Your assignment ▸
Every line below should be repeated exactly.

Information shown: Begin

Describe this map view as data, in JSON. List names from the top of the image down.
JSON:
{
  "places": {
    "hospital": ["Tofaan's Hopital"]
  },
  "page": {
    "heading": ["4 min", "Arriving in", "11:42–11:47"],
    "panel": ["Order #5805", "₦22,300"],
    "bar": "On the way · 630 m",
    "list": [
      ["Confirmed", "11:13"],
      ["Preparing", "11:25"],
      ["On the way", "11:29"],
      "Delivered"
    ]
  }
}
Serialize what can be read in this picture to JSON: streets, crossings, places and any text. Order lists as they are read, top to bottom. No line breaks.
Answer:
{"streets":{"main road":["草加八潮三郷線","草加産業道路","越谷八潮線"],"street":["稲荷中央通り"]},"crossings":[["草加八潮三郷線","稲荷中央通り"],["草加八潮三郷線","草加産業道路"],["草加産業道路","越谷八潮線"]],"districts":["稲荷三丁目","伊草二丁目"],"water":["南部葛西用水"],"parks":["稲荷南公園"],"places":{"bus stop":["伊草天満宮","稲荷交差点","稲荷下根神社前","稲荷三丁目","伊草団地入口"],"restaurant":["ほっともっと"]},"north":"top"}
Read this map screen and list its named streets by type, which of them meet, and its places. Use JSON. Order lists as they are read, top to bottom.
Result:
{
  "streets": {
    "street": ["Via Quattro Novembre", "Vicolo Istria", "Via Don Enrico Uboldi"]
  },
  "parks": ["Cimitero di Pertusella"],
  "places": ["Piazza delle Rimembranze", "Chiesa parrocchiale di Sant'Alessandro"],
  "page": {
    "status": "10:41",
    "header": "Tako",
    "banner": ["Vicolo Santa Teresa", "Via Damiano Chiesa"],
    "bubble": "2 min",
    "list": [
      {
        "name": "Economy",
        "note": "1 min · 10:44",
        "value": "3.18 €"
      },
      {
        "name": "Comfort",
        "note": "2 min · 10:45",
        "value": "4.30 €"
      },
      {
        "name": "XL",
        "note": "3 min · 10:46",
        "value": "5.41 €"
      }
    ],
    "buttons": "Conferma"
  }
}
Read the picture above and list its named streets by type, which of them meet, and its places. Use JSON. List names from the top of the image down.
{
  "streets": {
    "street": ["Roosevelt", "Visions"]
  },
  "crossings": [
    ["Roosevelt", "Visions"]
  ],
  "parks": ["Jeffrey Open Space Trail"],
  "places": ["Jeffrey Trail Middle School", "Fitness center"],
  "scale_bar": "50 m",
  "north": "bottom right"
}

Information shown: End

Exercise result ▸
Describe this map view as data, in JSON. List names from the top of the image down.
JSON:
{
  "places": {
    "hospital": ["Tofaan's Hopital"]
  },
  "page": {
    "heading": ["4 min", "Arriving in", "11:42–11:47"],
    "panel": ["Order #5805", "₦22,300"],
    "bar": "On the way · 630 m",
    "list": [
      ["Confirmed", "11:13"],
      ["Preparing", "11:25"],
      ["On the way", "11:29"],
      "Delivered"
    ]
  }
}
Serialize what can be read in this picture to JSON: streets, crossings, places and any text. Order lists as they are read, top to bottom. No line breaks.
Answer:
{"streets":{"main road":["草加八潮三郷線","草加産業道路","越谷八潮線"],"street":["稲荷中央通り"]},"crossings":[["草加八潮三郷線","稲荷中央通り"],["草加八潮三郷線","草加産業道路"],["草加産業道路","越谷八潮線"]],"districts":["稲荷三丁目","伊草二丁目"],"water":["南部葛西用水"],"parks":["稲荷南公園"],"places":{"bus stop":["伊草天満宮","稲荷交差点","稲荷下根神社前","稲荷三丁目","伊草団地入口"],"restaurant":["ほっともっと"]},"north":"top"}
Read this map screen and list its named streets by type, which of them meet, and its places. Use JSON. Order lists as they are read, top to bottom.
Result:
{
  "streets": {
    "street": ["Via Quattro Novembre", "Vicolo Istria", "Via Don Enrico Uboldi"]
  },
  "parks": ["Cimitero di Pertusella"],
  "places": ["Piazza delle Rimembranze", "Chiesa parrocchiale di Sant'Alessandro"],
  "page": {
    "status": "10:41",
    "header": "Tako",
    "banner": ["Vicolo Santa Teresa", "Via Damiano Chiesa"],
    "bubble": "2 min",
    "list": [
      {
        "name": "Economy",
        "note": "1 min · 10:44",
        "value": "3.18 €"
      },
      {
        "name": "Comfort",
        "note": "2 min · 10:45",
        "value": "4.30 €"
      },
      {
        "name": "XL",
        "note": "3 min · 10:46",
        "value": "5.41 €"
      }
    ],
    "buttons": "Conferma"
  }
}
Read the picture above and list its named streets by type, which of them meet, and its places. Use JSON. List names from the top of the image down.
{
  "streets": {
    "street": ["Roosevelt", "Visions"]
  },
  "crossings": [
    ["Roosevelt", "Visions"]
  ],
  "parks": ["Jeffrey Open Space Trail"],
  "places": ["Jeffrey Trail Middle School", "Fitness center"],
  "scale_bar": "50 m",
  "north": "bottom right"
}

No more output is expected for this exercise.